Diagnostic Accuracy of Carebot AI MMG in Mammography Screening: Multicenter MRMC Study

Study Results

Results pending

The study team has not published outcome measurements, participant flow, or safety data for this trial yet. Check back later for updates.

Basic Information

Get a concise snapshot of the trial, including recruitment status, study phase, enrollment targets, and key timeline milestones.

Recruitment Status

COMPLETED

Total Enrollment

222 participants

Study Classification

OBSERVATIONAL

Study Start Date

2025-01-01

Study Completion Date

2025-11-03

Brief Summary

Review the sponsor-provided synopsis that highlights what the study is about and why it is being conducted.

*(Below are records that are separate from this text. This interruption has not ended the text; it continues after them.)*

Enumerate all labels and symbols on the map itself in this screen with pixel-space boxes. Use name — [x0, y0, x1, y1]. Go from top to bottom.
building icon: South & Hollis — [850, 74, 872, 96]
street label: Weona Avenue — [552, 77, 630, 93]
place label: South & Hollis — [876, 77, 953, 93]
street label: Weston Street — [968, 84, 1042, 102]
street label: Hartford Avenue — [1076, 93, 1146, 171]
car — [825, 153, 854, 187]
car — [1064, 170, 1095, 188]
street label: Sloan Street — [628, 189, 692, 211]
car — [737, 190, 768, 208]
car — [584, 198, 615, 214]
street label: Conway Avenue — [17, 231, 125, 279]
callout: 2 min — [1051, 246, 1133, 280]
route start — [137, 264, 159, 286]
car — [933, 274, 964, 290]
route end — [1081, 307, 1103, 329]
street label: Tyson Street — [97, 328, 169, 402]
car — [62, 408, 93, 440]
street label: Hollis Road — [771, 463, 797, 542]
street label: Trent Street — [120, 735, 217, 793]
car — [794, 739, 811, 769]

This study evaluates the diagnostic performance of Carebot AI MMG, an artificial intelligence (AI)-enabled medical device for evaluating mammograms. The software analyzes standard full-field digital mammography (FFDM) images and classifies each examination as having no suspicious finding ("Low Risk"), a probably benign mass ("Medium Risk"), or a suspicious malignant mass ("High Risk").

The study is retrospective and observational. It uses anonymized mammography examinations from four screening centers, without any additional imaging or contact with patients. Three experienced breast radiologists independently read the same set of cases, and their assessments are used as the human benchmark. A histopathology-based reference standard, supplemented by radiologist consensus and follow-up information for negative cases, is used to determine whether cancer is present.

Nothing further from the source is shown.